> _GIVEN DATA_

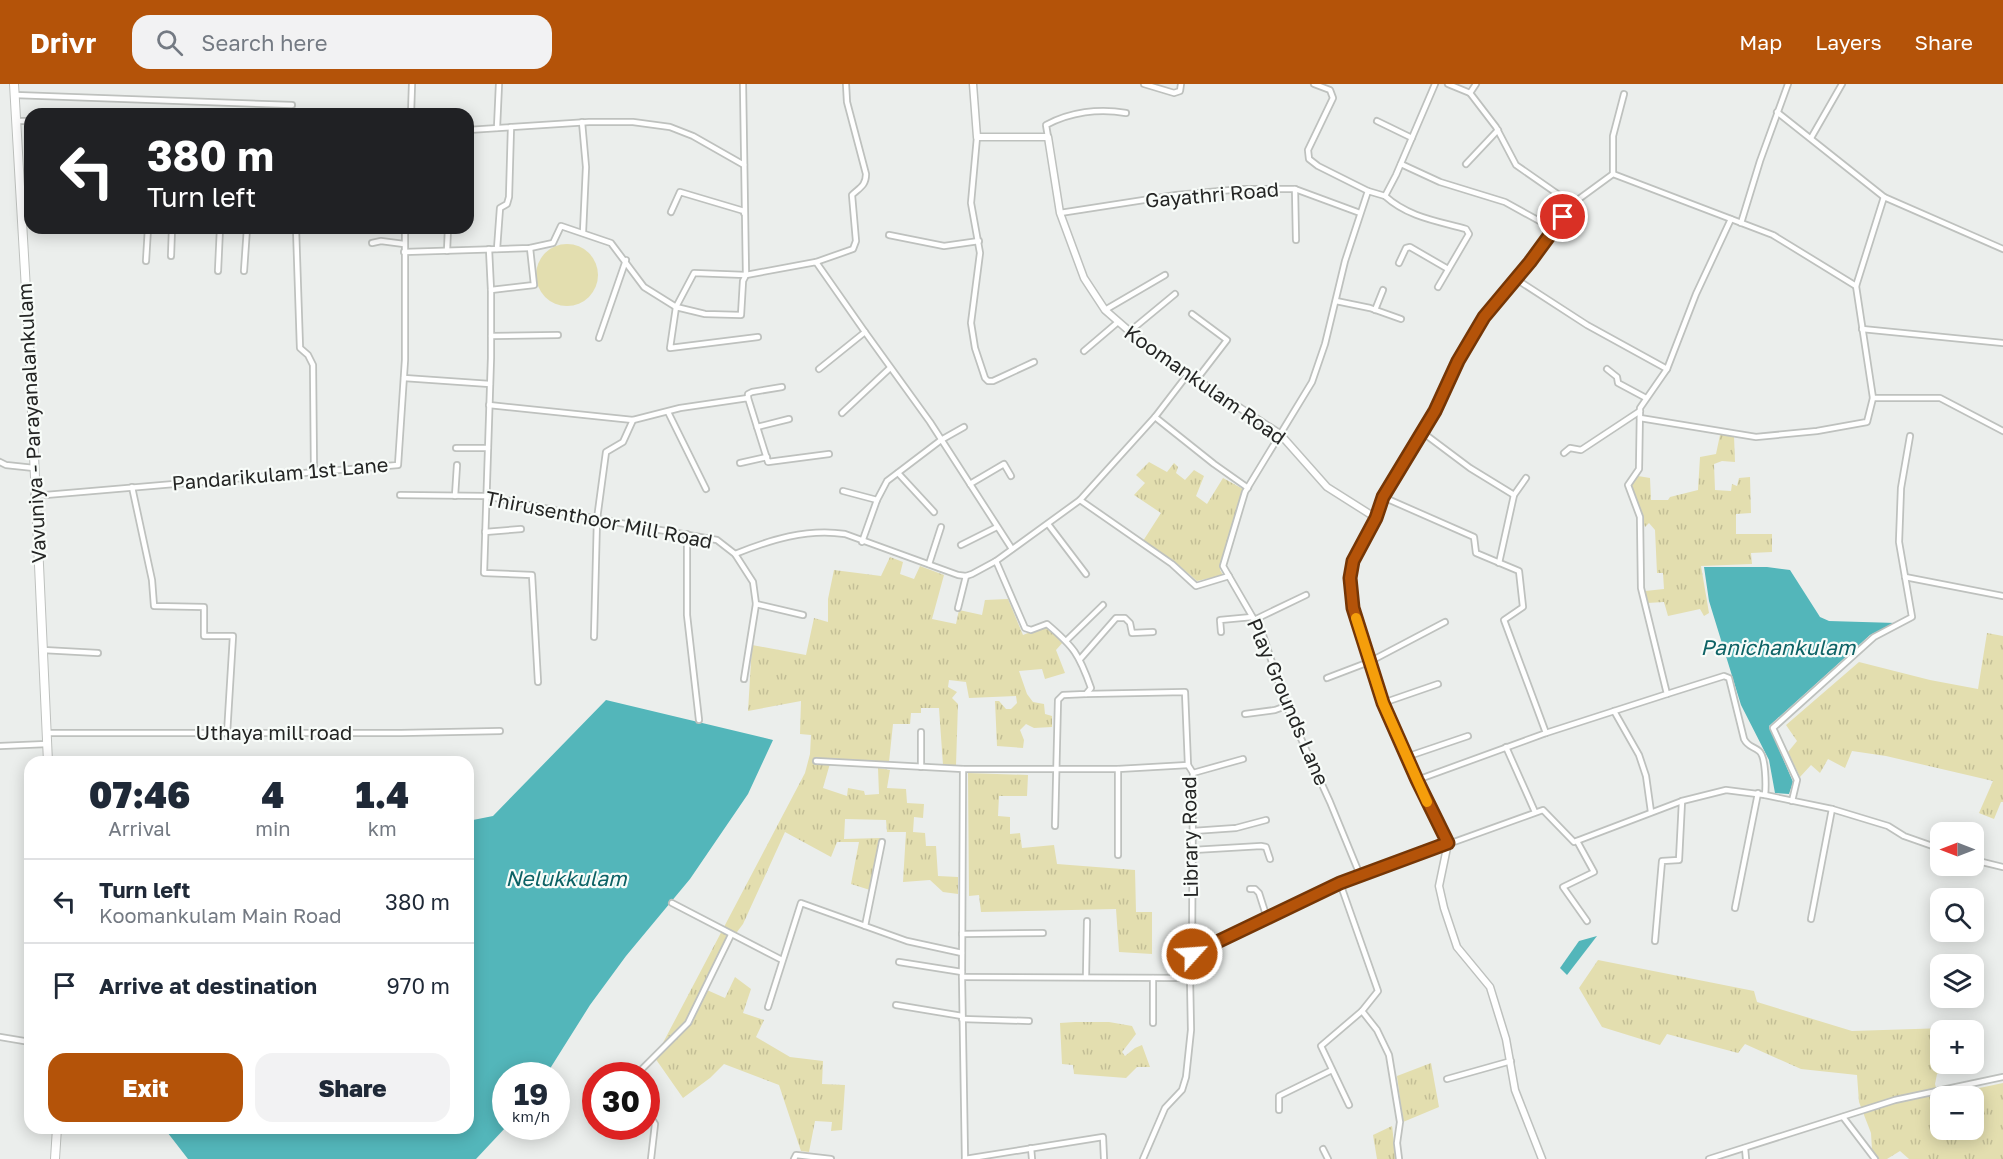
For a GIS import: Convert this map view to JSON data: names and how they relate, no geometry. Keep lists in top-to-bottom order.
{
  "streets": {
    "highway": ["Vavuniya - Parayanalankulam"],
    "street": [
      "Gayathri Road",
      "Koomankulam Road",
      "Pandarikulam 1st Lane",
      "Thirusenthoor Mill Road",
      "Play Grounds Lane",
      "Uthaya mill road",
      "Library Road"
    ]
  },
  "crossings": [
    ["Gayathri Road", "Koomankulam Road"],
    ["Gayathri Road", "Play Grounds Lane"],
    ["Koomankulam Road", "Play Grounds Lane"],
    ["Vavuniya - Parayanalankulam", "Pandarikulam 1st Lane"],
    ["Vavuniya - Parayanalankulam", "Uthaya mill road"]
  ],
  "water": ["Panichankulam", "Nelukkulam"],
  "north": "left",
  "page": {
    "header": "Drivr",
    "search": "Search here",
    "nav": ["Map", "Layers", "Share"],
    "turn": ["380 m", "Turn left"],
    "eta": [
      "07:46",
      "Arrival",
      "4",
      "min",
      "1.4",
      "km"
    ],
    "map_buttons": ["+", "−"],
    "list": [
      {
        "name": "Turn left",
        "note": "Koomankulam Main Road",
        "value": "380 m"
      },
      {
        "name": "Arrive at destination",
        "value": "970 m"
      }
    ],
    "buttons": ["Exit", "Share"],
    "speed": "19 km/h",
    "limit": "30"
  }
}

> _ACTION ITEM_
Copy out every line of the listing that includes the string "left".

> _ANSWER TO THE PROBLEM_
  "north": "left",
    "turn": ["380 m", "Turn left"],
        "name": "Turn left",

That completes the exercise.